Dann bin ich auf einmal in Neapel. In La ville qui parle aux morts (1964) spürt Goretta dem Totenkult der Stadt nach, schaut in Särge, in denen Erwachsene und auch Kinder liegen. Eine Szene hinterlässt einen starken Eindruck: Goretta filmt da, ähnlich wie in Nice Time, die Jugend der Stadt. Es ist bereits dunkel. Im Vorbeifahren werden vorrangig Frauen kurz aber heftig angestrahlt, während im Hintergrund die Kirchturmglocken läuten, die von einem Ende künden, von Vergänglichkeit, Tod. Die Gesichter blicken erschrocken, als handle es sich bei Goretta und seinem Filmteam um Sensenmänner.
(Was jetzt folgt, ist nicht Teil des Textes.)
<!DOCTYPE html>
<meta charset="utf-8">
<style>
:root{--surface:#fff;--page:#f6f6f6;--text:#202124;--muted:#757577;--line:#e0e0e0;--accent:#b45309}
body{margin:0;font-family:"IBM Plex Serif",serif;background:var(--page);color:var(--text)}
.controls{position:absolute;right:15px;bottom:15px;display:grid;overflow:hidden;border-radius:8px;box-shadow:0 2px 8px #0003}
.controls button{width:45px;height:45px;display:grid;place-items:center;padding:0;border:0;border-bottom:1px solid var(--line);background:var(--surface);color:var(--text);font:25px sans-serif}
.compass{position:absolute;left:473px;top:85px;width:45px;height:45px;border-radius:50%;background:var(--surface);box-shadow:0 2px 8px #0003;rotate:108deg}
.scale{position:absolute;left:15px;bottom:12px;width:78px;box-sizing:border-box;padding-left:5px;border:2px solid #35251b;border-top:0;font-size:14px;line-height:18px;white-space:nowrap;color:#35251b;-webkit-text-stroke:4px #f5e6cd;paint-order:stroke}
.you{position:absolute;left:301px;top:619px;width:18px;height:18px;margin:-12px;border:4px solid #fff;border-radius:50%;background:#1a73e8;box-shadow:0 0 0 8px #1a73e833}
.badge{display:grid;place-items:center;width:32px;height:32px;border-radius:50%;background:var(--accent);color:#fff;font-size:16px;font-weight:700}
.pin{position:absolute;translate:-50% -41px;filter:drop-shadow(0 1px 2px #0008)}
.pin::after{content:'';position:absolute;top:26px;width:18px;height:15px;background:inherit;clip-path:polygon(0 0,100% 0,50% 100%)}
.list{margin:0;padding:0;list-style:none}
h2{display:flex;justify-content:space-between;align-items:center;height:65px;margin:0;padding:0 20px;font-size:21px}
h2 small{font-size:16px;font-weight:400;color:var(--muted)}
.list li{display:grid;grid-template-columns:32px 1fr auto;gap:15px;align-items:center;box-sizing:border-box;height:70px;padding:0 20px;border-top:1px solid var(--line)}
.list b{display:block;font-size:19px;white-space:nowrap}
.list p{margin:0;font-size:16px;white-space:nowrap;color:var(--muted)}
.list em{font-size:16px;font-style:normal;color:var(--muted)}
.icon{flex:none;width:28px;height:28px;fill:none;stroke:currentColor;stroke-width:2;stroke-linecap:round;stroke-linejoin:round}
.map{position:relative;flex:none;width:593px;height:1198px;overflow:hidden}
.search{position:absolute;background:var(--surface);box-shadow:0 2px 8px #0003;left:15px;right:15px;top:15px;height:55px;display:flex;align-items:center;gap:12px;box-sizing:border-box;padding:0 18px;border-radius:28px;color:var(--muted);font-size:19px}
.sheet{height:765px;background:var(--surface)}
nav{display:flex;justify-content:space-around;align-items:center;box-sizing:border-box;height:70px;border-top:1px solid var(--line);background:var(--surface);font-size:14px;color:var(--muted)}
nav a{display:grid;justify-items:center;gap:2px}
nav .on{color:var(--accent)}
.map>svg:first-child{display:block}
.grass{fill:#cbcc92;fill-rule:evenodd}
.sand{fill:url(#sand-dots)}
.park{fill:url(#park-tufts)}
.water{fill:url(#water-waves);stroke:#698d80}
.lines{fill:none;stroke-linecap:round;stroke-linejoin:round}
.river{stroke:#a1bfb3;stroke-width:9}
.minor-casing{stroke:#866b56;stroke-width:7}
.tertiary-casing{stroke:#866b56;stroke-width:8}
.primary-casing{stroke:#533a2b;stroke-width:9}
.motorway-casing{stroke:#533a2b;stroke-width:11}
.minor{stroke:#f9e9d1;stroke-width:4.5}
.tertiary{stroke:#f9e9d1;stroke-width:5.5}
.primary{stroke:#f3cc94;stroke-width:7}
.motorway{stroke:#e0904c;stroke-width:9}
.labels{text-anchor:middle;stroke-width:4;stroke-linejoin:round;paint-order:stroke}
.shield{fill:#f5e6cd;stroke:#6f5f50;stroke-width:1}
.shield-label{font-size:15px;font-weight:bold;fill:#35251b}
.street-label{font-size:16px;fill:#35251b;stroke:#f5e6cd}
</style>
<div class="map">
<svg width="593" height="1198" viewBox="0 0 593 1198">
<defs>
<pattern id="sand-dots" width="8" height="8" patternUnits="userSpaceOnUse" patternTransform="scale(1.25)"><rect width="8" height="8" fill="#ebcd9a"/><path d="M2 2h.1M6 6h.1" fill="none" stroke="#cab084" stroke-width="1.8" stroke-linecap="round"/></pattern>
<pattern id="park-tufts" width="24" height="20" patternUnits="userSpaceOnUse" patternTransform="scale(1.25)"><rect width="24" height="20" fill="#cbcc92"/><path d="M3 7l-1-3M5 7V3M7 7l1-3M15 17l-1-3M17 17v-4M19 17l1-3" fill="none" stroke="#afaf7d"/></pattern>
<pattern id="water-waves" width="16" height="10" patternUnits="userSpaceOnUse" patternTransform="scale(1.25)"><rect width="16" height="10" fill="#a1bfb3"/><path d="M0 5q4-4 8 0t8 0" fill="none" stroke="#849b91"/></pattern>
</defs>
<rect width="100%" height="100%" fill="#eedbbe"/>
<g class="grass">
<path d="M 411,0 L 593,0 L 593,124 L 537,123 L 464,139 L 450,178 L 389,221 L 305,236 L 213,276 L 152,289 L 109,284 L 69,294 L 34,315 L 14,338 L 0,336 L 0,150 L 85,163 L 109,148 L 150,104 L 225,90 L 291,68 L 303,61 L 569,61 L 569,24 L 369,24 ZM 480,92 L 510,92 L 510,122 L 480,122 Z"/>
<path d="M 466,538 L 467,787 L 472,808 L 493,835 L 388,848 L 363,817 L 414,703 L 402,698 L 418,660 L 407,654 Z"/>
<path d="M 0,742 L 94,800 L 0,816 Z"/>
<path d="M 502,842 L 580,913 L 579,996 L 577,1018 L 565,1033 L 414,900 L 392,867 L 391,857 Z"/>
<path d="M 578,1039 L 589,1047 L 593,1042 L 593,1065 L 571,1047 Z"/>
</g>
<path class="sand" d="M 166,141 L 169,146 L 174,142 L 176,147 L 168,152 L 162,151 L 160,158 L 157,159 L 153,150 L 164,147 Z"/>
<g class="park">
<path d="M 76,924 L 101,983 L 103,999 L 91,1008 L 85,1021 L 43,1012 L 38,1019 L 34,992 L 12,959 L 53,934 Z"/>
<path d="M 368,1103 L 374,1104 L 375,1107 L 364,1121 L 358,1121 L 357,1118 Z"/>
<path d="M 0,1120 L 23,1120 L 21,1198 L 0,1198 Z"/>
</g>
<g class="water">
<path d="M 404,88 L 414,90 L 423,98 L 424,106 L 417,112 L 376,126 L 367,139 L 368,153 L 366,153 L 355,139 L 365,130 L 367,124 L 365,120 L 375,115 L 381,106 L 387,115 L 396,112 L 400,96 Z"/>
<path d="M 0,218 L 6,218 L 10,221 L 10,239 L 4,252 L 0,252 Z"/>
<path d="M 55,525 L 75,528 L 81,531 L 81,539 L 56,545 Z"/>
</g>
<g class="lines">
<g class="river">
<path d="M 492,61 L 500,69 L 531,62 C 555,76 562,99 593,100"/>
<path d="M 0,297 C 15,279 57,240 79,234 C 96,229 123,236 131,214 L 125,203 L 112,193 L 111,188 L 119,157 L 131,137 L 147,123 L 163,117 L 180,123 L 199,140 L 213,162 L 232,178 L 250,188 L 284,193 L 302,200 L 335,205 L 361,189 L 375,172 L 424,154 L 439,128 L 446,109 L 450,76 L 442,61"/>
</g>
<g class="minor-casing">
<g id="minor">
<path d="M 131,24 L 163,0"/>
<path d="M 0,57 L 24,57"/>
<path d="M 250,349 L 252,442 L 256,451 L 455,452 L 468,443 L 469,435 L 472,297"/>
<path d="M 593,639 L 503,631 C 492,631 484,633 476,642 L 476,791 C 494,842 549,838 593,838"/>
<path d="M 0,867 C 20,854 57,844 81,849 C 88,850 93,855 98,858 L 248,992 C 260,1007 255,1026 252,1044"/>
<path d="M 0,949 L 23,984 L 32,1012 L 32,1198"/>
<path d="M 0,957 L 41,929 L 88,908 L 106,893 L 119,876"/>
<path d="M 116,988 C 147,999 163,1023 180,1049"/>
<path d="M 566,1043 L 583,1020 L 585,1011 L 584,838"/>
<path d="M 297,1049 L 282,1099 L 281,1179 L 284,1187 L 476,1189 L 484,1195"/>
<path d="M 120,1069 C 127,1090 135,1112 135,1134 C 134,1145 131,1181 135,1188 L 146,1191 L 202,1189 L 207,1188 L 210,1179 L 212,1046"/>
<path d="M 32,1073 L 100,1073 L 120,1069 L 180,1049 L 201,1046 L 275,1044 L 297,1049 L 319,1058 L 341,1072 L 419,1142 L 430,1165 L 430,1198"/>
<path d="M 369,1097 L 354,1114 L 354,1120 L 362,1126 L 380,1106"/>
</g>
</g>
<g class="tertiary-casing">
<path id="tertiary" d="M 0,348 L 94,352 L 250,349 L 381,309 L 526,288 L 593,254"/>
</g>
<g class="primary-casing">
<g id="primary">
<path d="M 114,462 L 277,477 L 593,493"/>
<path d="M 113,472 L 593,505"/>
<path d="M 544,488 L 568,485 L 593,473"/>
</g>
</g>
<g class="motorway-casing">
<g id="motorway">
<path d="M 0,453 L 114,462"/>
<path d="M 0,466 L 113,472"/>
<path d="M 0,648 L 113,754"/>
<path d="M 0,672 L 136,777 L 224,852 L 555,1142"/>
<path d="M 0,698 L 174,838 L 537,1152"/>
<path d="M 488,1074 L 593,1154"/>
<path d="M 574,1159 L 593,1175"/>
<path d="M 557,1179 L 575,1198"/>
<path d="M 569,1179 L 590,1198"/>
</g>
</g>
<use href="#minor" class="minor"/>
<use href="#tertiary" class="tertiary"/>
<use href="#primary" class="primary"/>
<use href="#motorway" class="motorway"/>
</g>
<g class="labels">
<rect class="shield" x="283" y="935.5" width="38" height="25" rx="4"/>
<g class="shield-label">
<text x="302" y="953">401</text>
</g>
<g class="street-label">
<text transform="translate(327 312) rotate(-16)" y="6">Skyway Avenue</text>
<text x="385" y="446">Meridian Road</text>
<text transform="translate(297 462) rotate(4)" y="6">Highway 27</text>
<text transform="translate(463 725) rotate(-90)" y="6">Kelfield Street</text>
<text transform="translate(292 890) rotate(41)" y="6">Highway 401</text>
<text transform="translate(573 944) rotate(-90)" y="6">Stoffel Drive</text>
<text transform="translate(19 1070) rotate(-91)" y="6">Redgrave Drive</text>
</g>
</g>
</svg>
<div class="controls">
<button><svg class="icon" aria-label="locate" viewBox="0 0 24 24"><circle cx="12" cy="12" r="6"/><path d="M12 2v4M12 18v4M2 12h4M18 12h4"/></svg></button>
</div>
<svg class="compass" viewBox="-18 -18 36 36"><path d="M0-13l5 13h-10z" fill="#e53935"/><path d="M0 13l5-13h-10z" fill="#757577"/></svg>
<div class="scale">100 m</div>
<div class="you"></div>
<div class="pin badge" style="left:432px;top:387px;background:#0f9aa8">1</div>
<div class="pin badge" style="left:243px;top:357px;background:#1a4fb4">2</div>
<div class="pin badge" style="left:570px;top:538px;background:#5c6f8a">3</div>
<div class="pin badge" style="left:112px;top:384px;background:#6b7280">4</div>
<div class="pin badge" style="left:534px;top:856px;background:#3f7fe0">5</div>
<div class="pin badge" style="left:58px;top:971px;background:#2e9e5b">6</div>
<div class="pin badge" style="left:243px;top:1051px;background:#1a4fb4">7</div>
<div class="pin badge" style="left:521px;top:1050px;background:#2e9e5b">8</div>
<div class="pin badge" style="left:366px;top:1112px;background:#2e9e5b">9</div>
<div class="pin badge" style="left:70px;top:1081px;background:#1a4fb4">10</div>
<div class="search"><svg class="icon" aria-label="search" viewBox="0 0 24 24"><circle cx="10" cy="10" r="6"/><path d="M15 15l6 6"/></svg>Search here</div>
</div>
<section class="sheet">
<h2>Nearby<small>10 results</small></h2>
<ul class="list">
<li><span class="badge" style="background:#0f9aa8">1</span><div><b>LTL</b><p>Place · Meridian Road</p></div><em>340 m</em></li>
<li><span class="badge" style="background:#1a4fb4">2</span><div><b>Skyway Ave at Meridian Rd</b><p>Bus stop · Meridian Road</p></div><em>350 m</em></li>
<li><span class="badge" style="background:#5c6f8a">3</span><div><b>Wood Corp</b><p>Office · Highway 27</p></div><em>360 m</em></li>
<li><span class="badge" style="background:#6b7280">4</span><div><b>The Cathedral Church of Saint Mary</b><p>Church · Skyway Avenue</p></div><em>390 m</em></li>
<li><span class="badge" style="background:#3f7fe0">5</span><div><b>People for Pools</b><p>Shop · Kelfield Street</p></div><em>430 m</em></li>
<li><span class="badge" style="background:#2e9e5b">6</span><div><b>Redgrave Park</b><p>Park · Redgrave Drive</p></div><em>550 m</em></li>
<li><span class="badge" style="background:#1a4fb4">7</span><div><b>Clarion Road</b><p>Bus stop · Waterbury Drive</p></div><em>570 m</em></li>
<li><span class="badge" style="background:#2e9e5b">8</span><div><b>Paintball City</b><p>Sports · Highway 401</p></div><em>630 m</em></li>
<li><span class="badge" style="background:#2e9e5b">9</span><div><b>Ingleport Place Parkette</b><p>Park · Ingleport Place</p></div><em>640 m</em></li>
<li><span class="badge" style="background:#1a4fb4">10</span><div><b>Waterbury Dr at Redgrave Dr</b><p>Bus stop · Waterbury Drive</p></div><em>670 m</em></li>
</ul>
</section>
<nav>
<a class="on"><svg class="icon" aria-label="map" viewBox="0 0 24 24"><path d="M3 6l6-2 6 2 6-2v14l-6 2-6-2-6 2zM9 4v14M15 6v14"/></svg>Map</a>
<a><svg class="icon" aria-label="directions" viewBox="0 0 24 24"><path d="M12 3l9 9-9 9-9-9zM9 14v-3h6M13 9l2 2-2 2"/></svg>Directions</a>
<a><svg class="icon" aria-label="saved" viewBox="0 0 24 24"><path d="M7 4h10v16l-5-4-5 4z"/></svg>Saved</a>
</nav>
La ville qui parle aux morts schlägt eine scharfe Schneise zwischen Leben und Tod und führt doch beide zusammen.

 

L’Invitation (1973)

© cinémathèque suisse

 

Ohnehin sind diese zwei Pole, die in Wahrheit vielleicht doch ein einziger sind, und damit nicht mehr Pol, sondern einfach nur Wirklichkeit, in allen Filmen Gorettas eng beieinander. Gelegentlich auch sehr komisch. In L’Invitation (1973), mit dem er den Preis der Jury in Cannes gewann, ist es ein Todesfall, der die ganze Geschichte erst ins Rollen bringt. Denn nach dem Ableben der Mutter bezieht der ewige Junggeselle Rémy Placet (Michel Robin) ein nobles, nahezu traumhaftes Anwesen. Zwei Monate Urlaub schenkt ihm der Verlust obendrein. Und am Ende dieser zwei Monate lädt er die Kollegen aus dem Büro zu einer Gartenparty.

Diese Party hat ihre Tücken. Und einen Rasensprenger, der immer wieder als Zentrum und Zwischenspiel dient. Partygäste verirren sich unter seinen Regen, genießen ihn, scheuen ihn. Jeder reagiert ein wenig anders. Es ist eines der Mittel, mit denen Goretta seine Charaktere zeichnet. Sie sind höchst verschieden, sind nahbare Klischees. Sie sind mit Liebe zum Detail erschaffen (Goretta: «Durch die Details begreift man die Menschen.») und, auch wenn man herzlich über sie lachen kann, kein Ausdruck eines spöttischen Geistes. Ganz im Gegenteil. Goretta erfasst die Stärken und Schwächen eines jeden und setzt sie zueinander in Bezug. Er bringt seine Figuren, die Menschen bleiben, in Situationen, in denen sie sich begegnen müssen. Gewissermaßen lässt er sie aufeinander los. Das macht es so komisch. Aber nicht bösartig.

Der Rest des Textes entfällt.